___ GIVEN RECORDS ___
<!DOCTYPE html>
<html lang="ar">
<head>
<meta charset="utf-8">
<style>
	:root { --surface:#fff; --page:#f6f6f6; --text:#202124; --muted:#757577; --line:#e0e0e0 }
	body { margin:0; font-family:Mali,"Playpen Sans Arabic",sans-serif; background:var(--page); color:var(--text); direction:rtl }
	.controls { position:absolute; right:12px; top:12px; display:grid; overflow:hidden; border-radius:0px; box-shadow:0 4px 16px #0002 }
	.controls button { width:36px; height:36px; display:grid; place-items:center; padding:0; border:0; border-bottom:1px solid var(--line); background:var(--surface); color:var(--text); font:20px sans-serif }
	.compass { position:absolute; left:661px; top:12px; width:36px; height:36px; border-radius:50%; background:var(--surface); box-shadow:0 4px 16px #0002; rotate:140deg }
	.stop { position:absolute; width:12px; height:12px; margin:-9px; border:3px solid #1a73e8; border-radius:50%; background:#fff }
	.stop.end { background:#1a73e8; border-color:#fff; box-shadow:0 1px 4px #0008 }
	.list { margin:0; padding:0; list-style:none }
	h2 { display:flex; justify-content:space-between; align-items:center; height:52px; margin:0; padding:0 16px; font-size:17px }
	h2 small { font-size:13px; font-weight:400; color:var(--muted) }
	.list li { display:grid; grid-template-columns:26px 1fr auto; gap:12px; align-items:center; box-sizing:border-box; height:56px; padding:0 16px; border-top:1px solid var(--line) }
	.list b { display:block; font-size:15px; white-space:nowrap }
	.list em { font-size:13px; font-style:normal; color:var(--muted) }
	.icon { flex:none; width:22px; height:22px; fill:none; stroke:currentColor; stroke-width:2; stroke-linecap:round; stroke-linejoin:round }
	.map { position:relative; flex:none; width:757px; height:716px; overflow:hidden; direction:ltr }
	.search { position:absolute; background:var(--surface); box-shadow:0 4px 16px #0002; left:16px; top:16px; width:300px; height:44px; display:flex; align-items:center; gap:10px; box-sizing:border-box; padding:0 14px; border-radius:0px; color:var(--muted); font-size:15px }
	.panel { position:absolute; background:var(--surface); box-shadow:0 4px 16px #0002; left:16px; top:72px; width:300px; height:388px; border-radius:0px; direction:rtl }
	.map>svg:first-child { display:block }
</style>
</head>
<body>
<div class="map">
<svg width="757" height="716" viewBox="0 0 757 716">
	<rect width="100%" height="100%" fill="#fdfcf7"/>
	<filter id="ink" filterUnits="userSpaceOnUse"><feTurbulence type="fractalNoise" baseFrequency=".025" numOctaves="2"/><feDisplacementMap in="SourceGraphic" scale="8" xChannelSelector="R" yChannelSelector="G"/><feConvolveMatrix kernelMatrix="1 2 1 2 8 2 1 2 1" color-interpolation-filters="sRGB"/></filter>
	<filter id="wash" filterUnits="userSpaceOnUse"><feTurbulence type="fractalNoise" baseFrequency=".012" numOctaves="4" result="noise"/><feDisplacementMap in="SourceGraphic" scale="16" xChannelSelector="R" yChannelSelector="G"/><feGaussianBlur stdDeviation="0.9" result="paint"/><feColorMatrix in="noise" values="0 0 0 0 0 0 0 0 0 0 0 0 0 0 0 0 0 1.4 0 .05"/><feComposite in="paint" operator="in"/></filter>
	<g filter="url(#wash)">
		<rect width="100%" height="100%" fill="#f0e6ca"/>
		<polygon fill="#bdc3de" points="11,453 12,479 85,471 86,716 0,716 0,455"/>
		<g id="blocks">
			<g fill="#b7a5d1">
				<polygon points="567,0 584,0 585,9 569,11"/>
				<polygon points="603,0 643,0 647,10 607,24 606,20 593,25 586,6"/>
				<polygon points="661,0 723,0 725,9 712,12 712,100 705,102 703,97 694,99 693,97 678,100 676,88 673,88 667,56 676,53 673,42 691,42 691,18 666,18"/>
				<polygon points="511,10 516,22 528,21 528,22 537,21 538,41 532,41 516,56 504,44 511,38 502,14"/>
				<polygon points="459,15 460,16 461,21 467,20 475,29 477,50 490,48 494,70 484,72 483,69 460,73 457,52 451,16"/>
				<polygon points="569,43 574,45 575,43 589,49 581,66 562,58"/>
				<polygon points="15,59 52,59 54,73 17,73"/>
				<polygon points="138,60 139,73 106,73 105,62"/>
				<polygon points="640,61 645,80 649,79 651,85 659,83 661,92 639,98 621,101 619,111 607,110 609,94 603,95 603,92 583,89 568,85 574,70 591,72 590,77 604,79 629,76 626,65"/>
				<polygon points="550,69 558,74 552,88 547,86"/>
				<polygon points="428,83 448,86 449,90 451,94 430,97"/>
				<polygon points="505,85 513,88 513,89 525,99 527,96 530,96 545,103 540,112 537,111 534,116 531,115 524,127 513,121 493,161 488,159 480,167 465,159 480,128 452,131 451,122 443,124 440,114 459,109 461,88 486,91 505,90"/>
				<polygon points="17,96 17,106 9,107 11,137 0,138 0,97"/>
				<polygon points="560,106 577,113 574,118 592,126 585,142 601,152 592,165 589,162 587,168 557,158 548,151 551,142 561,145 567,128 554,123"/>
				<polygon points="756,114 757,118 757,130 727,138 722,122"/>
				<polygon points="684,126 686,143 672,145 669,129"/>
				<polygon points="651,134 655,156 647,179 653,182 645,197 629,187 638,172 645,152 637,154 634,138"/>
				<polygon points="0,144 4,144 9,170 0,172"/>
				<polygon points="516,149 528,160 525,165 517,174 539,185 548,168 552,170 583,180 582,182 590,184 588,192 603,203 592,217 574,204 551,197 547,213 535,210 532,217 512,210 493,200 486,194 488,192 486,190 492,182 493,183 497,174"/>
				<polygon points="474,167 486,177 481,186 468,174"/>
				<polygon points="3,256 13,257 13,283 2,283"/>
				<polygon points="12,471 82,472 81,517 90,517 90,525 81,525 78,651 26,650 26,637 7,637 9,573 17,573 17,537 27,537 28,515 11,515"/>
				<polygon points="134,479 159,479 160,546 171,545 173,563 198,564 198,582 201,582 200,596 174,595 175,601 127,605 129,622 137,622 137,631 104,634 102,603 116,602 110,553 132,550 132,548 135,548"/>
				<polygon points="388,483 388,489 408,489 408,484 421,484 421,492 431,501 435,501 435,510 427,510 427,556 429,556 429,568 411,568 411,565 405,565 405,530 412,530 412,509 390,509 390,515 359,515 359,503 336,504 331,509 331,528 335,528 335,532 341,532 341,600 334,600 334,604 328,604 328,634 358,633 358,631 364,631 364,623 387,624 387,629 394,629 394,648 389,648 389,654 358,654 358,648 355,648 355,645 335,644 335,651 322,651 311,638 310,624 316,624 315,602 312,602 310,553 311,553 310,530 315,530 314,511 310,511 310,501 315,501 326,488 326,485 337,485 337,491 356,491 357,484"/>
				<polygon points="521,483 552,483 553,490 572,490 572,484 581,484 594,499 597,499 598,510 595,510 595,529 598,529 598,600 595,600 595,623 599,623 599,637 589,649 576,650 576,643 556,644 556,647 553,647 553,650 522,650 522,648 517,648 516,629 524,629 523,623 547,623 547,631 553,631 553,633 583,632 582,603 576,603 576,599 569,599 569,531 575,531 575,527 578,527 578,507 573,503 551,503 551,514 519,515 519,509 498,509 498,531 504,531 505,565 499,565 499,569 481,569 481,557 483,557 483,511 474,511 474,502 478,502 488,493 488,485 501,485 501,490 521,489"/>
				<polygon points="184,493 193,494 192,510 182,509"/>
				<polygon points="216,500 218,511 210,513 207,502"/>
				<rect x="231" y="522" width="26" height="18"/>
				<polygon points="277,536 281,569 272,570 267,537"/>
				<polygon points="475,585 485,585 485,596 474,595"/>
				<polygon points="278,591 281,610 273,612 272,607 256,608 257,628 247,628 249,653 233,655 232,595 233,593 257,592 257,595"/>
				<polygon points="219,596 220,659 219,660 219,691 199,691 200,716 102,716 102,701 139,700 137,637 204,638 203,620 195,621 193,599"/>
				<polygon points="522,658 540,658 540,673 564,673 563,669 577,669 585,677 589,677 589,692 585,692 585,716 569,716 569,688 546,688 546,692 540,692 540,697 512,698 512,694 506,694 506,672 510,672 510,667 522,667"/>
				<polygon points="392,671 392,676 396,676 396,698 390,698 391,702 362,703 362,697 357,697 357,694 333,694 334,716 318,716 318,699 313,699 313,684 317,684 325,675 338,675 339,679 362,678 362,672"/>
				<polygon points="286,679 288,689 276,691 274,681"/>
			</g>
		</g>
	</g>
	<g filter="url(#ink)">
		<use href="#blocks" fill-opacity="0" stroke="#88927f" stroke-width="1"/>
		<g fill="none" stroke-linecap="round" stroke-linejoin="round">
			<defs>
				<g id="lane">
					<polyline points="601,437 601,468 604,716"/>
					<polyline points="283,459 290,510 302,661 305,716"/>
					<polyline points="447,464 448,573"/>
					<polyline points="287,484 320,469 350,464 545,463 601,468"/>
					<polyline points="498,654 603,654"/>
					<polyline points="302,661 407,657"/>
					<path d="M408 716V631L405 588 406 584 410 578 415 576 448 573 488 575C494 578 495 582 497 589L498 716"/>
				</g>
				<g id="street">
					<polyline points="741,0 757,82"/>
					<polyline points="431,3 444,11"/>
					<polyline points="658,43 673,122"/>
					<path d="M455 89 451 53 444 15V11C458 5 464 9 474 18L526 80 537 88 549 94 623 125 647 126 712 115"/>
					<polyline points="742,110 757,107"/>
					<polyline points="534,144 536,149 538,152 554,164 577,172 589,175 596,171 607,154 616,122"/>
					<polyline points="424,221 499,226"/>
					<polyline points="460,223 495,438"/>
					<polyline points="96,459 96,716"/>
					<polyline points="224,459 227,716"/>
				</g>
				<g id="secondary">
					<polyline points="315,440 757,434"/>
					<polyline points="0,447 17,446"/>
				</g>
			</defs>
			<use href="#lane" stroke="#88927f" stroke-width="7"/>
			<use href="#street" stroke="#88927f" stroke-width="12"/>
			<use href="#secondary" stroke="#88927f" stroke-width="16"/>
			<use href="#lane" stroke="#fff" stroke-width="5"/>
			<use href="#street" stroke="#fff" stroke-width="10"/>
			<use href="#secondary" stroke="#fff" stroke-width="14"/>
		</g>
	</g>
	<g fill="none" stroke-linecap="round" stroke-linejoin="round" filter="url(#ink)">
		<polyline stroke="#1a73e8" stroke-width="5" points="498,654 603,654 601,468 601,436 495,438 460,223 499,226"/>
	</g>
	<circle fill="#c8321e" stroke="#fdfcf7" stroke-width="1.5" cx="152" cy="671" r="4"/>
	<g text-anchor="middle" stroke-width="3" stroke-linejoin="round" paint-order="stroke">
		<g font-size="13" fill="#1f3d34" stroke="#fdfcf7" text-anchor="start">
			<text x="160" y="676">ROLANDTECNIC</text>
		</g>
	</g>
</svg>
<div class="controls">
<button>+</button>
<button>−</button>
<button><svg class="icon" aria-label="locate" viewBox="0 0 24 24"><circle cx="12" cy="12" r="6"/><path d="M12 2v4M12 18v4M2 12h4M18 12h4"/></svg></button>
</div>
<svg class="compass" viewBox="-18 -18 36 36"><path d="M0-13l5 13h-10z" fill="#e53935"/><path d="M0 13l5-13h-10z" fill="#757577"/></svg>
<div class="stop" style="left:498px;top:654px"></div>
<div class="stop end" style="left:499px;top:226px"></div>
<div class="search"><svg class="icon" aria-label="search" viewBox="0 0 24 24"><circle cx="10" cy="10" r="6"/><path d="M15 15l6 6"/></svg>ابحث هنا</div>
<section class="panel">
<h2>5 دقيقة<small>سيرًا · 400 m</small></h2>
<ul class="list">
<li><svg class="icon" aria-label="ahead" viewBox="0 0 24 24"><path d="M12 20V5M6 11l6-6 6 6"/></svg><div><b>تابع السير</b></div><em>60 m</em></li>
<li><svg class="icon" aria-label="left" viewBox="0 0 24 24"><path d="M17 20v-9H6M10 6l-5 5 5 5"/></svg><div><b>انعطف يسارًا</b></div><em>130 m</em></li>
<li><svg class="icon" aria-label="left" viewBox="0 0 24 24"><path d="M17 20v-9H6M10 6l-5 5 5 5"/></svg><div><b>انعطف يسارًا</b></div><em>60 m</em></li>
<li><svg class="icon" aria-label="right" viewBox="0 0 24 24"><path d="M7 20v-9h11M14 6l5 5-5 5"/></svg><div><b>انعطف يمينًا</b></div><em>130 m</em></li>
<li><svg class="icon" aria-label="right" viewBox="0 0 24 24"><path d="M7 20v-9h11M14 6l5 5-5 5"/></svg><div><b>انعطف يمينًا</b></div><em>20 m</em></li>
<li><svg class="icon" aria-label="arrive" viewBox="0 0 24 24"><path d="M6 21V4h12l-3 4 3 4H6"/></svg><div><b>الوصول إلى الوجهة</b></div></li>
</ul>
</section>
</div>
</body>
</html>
___
**WORK TO COMPLETE**
The reply should hold only the lines from the top of the records through the line that has "--surface:#fff; --page:#f6f6f6; --text:#202124;", each one exact.

**OUTPUT OF THE TASK**
<!DOCTYPE html>
<html lang="ar">
<head>
<meta charset="utf-8">
<style>
	:root { --surface:#fff; --page:#f6f6f6; --text:#202124; --muted:#757577; --line:#e0e0e0 }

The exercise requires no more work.